━━━ RECORDS PROVIDED

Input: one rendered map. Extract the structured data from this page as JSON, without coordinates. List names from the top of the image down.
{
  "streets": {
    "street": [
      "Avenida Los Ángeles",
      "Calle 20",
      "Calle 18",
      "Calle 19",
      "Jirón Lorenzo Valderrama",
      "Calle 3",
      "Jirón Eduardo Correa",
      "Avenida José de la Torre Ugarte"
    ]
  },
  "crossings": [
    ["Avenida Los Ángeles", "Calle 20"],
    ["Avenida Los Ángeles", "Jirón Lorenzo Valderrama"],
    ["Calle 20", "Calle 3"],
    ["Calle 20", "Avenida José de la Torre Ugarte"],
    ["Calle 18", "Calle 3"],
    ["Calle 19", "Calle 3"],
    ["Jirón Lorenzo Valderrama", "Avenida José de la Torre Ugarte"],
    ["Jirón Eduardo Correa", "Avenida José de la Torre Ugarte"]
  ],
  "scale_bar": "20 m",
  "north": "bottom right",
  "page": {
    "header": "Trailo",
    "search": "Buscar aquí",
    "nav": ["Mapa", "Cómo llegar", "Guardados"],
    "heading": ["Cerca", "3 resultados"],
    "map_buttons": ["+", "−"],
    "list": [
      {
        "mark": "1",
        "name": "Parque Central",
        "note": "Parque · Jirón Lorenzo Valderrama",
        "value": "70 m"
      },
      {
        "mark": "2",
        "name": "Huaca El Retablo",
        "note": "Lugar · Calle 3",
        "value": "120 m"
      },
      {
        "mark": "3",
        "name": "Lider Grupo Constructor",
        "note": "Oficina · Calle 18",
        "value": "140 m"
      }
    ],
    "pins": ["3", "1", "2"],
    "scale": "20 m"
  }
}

━━━━━━

* [WHAT NEEDS TO BE DONE] Scan the material above for the string "Ángeles" and copy every line that has it.

* [RESPONSE]
      "Avenida Los Ángeles",
    ["Avenida Los Ángeles", "Calle 20"],
    ["Avenida Los Ángeles", "Jirón Lorenzo Valderrama"],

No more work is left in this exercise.